EXERCISE AIM:
Exactly as written, copy the lines of the data below from the first through the one containing "position:absolute; left:892px; top:922px;".

SOURCE DATA:
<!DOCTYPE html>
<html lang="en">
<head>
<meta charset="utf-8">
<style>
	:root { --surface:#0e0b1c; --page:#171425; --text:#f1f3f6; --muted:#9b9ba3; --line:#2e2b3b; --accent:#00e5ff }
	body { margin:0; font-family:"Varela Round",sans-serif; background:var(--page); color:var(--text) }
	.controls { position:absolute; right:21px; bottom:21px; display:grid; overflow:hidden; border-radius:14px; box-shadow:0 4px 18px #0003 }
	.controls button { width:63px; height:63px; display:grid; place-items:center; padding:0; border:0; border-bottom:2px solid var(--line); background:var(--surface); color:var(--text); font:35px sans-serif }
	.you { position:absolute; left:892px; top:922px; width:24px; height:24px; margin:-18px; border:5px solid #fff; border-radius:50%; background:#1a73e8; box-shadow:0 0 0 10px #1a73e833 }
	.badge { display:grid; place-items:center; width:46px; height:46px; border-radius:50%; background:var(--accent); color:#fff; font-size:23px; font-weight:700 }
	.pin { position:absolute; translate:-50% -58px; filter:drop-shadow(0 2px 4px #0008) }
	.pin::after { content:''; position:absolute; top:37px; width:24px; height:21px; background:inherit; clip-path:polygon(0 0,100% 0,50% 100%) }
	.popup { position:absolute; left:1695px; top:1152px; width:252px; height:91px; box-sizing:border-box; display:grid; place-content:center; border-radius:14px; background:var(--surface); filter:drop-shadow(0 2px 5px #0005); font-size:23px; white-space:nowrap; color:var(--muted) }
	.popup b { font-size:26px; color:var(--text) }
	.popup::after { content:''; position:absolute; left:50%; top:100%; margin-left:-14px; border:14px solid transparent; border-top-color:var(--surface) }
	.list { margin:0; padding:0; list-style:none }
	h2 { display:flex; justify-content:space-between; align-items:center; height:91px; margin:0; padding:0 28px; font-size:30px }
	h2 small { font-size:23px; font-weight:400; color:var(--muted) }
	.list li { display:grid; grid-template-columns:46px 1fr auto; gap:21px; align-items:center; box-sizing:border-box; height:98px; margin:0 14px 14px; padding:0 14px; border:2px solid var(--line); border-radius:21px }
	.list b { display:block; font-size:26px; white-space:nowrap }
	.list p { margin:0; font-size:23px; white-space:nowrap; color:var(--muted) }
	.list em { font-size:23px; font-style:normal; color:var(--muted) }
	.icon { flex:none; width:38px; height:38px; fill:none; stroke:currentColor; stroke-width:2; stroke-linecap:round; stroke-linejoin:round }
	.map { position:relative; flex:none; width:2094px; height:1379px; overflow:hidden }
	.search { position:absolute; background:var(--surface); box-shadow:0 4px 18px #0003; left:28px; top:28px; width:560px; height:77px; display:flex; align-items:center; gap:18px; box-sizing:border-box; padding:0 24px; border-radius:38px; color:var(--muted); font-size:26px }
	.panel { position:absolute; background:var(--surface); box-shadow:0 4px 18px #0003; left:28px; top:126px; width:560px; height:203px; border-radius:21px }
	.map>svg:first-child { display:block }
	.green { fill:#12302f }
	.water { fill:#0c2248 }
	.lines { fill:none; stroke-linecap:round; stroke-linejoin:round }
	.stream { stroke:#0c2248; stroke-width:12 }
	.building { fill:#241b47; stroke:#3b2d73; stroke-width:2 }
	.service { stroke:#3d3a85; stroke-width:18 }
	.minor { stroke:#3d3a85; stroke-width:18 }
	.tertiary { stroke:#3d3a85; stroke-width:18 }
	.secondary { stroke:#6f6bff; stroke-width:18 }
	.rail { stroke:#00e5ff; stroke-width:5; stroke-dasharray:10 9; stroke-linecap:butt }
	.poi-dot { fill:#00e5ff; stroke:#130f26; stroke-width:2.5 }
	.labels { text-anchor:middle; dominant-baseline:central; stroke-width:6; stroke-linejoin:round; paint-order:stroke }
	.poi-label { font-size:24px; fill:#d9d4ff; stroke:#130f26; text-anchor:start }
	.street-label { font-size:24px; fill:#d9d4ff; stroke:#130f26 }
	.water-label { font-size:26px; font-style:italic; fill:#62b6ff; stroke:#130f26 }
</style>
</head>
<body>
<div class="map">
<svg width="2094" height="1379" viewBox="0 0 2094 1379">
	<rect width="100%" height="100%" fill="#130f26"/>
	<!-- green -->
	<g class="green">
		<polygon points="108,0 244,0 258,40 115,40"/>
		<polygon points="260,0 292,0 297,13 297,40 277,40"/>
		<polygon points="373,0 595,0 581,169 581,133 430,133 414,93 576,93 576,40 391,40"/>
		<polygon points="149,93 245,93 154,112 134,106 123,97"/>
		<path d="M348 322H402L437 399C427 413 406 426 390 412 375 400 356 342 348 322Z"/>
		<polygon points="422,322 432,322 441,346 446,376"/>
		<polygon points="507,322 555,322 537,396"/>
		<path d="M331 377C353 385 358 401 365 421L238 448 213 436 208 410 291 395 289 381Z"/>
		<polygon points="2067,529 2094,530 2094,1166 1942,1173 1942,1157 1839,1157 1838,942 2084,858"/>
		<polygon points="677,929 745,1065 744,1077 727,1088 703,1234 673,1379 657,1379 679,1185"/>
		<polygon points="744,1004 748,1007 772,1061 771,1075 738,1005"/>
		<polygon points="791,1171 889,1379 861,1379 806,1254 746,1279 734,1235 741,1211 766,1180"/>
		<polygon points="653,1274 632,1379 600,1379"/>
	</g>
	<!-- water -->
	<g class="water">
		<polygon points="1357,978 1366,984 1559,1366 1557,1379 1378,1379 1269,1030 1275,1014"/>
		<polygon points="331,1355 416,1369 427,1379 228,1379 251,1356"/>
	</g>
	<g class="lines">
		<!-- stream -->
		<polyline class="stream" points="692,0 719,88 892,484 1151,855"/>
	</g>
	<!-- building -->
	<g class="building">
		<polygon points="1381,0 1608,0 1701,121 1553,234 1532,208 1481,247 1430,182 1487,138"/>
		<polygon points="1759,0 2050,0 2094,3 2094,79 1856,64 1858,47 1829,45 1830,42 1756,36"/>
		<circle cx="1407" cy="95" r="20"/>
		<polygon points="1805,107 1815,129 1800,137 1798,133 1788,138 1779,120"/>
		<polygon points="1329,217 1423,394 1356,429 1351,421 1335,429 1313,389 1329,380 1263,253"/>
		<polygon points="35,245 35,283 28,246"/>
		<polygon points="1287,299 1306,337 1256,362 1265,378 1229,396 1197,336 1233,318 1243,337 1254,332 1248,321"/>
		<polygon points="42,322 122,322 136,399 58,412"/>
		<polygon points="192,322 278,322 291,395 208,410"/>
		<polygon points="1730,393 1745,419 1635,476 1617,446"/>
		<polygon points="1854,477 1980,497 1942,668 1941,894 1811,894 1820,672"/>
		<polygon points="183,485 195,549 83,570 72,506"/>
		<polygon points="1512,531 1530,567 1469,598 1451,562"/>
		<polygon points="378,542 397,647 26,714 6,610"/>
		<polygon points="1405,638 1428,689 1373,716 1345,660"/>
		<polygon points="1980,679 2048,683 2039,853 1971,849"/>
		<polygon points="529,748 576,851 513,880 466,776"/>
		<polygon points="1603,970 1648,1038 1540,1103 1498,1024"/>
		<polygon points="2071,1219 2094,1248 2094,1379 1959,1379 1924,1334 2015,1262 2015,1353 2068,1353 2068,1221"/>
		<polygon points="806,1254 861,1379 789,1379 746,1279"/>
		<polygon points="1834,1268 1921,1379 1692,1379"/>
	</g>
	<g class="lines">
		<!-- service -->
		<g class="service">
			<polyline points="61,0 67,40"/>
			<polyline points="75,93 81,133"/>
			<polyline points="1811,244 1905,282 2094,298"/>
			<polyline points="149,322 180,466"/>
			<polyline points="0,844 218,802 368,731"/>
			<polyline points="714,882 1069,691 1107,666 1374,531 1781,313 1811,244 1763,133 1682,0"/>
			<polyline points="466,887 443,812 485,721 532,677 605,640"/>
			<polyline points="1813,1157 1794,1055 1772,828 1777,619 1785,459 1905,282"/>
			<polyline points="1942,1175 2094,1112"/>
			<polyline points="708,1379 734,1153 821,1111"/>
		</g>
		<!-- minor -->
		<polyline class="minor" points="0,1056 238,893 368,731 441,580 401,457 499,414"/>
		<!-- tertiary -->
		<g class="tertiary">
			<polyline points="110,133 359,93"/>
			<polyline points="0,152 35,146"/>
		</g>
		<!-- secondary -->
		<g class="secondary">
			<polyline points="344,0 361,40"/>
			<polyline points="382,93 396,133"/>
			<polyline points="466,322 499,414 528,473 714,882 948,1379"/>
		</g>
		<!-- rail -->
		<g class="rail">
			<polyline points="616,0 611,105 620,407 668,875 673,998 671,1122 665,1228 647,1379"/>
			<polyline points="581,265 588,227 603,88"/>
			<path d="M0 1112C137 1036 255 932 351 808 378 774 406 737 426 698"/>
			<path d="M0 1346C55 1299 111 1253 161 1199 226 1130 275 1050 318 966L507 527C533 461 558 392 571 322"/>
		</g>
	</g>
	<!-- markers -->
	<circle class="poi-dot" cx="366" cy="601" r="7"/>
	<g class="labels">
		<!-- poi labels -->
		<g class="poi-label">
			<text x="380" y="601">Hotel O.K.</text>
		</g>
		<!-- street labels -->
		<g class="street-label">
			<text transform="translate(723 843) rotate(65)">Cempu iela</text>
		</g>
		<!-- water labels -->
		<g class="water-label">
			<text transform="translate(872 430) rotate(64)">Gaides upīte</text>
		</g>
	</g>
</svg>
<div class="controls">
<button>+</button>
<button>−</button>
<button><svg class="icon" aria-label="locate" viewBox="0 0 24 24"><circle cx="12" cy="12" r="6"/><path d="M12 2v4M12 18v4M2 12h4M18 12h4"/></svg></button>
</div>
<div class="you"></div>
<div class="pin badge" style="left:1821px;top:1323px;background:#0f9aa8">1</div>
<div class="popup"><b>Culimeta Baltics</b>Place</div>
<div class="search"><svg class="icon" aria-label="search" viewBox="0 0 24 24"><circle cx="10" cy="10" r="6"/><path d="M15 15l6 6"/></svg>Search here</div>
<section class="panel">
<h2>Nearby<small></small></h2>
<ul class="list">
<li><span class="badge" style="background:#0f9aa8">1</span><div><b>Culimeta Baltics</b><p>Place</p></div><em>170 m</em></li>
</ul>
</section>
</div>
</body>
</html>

OUTPUT FOR THIS EXERCISE:
<!DOCTYPE html>
<html lang="en">
<head>
<meta charset="utf-8">
<style>
	:root { --surface:#0e0b1c; --page:#171425; --text:#f1f3f6; --muted:#9b9ba3; --line:#2e2b3b; --accent:#00e5ff }
	body { margin:0; font-family:"Varela Round",sans-serif; background:var(--page); color:var(--text) }
	.controls { position:absolute; right:21px; bottom:21px; display:grid; overflow:hidden; border-radius:14px; box-shadow:0 4px 18px #0003 }
	.controls button { width:63px; height:63px; display:grid; place-items:center; padding:0; border:0; border-bottom:2px solid var(--line); background:var(--surface); color:var(--text); font:35px sans-serif }
	.you { position:absolute; left:892px; top:922px; width:24px; height:24px; margin:-18px; border:5px solid #fff; border-radius:50%; background:#1a73e8; box-shadow:0 0 0 10px #1a73e833 }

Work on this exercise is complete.